I generally pride myself on my work ethic. For the most part, my days are pretty unstructured, and if I wasn't able to kick my ass into gear, I'd never get anything done. Of course, the downside to being a writer means that I'm never really off the clock; as much as I might try to keep a weekend work-free, if I have an idea or a deadline, all bets are off. But that's a fairly minor price to pay for something I love so much.
Yet as much as I do love writing, and my flexible schedule, the past week has left me wishing I had a regular job and could leave work at the office at the end of the day. I have all these ideas, and a few hard-and-fast deadlines, but here I am on a Tuesday morning, watching old episodes of "America's Next Top Model" and staring at my dusty coffee table. Maybe it would be more productive to throw in the towel on writing, at least for an hour, and just clean the apartment instead. At least that would yield tangible results.
It's kind of tempting to blame my laziness on my health. The past week has also brought an increase in the muscle spasms that can knock me backwards, necessitating hours prone on the couch with a heat wrap on my neck and searches through my stockpile of pain meds that conjure up visions of "Valley of the Dolls." Add to that a wonky wrist and toss an ice pack onto the couch alongside that heat wrap, and I have a somewhat compelling case for procrastination.

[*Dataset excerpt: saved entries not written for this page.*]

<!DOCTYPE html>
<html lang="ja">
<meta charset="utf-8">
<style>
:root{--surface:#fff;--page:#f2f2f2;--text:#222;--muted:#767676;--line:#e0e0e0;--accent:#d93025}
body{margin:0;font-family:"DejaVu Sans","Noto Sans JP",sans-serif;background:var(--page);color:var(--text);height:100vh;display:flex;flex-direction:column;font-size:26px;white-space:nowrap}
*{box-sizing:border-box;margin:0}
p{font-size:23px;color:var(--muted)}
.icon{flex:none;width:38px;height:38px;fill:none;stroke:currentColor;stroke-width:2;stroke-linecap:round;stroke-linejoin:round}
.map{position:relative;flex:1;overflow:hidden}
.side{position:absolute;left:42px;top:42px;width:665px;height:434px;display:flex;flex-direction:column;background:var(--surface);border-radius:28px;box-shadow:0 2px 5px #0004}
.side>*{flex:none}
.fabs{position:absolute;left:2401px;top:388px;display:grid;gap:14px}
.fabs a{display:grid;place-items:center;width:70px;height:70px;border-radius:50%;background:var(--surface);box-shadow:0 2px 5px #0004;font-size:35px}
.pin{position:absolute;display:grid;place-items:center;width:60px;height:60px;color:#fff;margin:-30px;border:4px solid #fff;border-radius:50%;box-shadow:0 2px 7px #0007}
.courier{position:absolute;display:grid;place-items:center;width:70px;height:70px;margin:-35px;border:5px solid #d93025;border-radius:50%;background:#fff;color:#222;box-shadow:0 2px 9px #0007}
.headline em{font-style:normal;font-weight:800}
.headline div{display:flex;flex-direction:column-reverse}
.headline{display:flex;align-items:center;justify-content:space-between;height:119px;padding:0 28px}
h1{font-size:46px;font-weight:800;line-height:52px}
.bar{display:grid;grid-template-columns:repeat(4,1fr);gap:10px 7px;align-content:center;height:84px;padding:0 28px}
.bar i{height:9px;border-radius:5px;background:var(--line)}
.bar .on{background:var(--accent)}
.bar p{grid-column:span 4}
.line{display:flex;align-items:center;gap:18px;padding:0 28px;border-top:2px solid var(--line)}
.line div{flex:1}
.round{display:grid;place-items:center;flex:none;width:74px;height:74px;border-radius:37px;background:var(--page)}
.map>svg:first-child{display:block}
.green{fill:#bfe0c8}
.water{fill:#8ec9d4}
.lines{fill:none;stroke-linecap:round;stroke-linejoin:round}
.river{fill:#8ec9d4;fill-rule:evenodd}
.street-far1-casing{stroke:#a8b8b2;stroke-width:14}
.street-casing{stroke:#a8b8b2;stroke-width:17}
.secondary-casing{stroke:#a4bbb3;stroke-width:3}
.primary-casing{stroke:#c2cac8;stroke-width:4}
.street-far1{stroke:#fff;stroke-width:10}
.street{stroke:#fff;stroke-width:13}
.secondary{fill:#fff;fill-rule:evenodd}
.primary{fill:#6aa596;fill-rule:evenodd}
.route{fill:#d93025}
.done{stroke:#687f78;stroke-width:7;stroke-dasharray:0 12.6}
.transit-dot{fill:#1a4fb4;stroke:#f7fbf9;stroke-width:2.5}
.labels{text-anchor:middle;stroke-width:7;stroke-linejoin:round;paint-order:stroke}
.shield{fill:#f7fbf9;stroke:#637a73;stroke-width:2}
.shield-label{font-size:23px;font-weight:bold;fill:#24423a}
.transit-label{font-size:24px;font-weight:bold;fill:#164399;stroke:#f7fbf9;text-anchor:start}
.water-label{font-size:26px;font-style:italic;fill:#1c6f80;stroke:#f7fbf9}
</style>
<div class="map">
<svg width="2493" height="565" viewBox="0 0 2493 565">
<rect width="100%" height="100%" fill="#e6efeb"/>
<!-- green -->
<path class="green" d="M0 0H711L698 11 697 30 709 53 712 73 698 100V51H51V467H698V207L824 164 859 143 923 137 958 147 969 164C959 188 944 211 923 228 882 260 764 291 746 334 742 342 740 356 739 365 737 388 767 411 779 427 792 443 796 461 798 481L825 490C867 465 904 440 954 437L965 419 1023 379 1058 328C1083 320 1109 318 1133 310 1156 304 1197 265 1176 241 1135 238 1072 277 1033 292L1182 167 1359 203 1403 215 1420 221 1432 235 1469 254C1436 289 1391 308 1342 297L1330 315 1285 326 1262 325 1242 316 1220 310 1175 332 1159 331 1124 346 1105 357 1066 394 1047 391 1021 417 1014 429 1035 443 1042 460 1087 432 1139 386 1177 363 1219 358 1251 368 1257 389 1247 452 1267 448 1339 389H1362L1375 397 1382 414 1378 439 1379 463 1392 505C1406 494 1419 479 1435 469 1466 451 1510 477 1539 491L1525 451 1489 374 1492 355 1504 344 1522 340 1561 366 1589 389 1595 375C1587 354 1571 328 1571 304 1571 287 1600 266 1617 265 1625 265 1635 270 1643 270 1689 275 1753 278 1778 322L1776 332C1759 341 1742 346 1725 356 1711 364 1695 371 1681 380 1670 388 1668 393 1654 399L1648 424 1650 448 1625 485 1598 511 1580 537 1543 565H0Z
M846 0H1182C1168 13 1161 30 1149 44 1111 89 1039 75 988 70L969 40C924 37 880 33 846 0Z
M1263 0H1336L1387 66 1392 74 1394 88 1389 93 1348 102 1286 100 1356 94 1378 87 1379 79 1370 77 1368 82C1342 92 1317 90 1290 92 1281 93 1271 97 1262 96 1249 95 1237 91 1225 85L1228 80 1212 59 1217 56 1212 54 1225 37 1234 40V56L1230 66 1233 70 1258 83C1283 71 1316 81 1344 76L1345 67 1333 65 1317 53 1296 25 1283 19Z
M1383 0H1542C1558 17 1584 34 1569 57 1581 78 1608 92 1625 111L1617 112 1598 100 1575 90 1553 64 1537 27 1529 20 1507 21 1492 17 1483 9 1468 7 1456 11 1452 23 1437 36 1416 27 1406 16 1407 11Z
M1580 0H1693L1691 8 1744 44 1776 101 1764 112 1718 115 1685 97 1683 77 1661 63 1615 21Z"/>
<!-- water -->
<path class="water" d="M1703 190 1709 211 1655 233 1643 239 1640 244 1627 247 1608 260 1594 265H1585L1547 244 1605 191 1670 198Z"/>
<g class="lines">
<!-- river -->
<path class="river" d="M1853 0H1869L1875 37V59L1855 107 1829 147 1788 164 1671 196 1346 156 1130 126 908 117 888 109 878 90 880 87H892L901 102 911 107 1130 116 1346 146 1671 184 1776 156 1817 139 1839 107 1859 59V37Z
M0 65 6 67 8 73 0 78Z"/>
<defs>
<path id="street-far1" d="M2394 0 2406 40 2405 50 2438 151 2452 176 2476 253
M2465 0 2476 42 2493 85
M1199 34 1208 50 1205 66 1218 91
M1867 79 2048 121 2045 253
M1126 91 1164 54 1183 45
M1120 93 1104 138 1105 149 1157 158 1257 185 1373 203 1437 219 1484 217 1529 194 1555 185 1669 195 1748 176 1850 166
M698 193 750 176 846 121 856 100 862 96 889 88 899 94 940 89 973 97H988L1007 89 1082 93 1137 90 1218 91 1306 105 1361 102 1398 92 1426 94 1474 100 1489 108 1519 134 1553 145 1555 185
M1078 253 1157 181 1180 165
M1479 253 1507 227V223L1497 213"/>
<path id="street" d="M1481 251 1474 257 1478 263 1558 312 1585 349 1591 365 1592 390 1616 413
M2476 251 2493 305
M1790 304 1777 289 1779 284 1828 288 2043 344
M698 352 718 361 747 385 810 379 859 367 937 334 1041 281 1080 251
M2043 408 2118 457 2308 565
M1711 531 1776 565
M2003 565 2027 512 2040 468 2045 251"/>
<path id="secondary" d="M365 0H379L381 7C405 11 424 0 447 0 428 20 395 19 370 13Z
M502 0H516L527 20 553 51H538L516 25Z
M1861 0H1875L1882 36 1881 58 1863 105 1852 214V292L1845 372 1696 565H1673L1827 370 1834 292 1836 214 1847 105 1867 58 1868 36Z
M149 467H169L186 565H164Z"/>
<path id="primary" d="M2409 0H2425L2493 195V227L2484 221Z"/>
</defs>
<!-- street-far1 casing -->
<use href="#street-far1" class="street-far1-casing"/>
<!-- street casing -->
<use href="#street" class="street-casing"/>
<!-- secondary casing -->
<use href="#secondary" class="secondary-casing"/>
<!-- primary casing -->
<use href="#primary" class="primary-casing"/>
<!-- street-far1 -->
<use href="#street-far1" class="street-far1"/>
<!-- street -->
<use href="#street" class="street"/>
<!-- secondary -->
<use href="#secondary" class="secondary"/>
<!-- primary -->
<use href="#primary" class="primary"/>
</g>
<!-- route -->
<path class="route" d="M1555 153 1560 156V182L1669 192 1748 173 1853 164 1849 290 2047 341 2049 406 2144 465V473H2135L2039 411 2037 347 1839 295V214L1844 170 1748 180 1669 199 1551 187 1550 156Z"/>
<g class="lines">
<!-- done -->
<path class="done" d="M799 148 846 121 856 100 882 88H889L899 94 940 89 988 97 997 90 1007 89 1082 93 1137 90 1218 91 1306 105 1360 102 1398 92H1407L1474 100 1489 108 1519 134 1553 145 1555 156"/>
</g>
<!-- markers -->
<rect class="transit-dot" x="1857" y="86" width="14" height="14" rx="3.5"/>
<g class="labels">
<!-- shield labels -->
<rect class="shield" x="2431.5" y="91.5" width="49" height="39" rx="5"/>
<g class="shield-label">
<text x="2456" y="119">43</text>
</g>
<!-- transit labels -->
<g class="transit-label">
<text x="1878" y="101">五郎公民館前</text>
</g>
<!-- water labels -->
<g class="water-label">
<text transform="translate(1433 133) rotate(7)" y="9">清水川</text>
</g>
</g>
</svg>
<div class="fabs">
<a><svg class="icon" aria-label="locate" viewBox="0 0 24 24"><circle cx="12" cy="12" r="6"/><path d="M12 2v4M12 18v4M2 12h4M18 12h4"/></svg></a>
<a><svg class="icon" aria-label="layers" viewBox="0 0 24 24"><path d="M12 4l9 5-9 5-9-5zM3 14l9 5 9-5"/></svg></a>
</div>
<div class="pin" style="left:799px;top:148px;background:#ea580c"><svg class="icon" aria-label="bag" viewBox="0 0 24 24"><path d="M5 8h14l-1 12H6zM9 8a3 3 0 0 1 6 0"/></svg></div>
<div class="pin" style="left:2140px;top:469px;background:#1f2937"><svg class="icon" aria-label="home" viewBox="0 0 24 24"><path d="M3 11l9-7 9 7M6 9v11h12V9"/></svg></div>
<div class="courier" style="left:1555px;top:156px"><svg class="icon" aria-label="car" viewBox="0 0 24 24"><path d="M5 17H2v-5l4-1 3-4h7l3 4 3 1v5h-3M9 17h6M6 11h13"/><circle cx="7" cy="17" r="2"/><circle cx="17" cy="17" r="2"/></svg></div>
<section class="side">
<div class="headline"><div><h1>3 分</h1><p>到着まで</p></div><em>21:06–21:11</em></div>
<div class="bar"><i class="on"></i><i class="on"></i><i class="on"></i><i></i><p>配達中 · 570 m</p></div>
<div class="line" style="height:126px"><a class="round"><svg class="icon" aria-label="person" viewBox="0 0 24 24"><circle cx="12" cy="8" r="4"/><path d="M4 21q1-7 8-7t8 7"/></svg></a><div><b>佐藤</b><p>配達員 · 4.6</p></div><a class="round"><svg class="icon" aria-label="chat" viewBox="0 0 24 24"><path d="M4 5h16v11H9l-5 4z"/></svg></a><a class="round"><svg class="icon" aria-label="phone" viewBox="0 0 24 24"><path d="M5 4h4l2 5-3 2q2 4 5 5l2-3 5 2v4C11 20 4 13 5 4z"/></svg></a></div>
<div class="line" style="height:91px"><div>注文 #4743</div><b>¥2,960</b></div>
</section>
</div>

But I know I'm more than my pain; my brain hasn't been affected, even though my ability to write is somewhat compromised. Even though it's always been a balancing act between how much I want to accomplish and how much I actually can, I'm not ready to upset that ratio thanks to a bad week. Instead, I'll turn off the TV and retreat to the less-dusty kitchen table, where the distractions are minimal and the chairs just uncomfortable enough that I don't want to linger. And I'll start the all-too-familiar cycle of writing and deleting, revising and tweaking until the words are just right and I can finally feel like a writer again.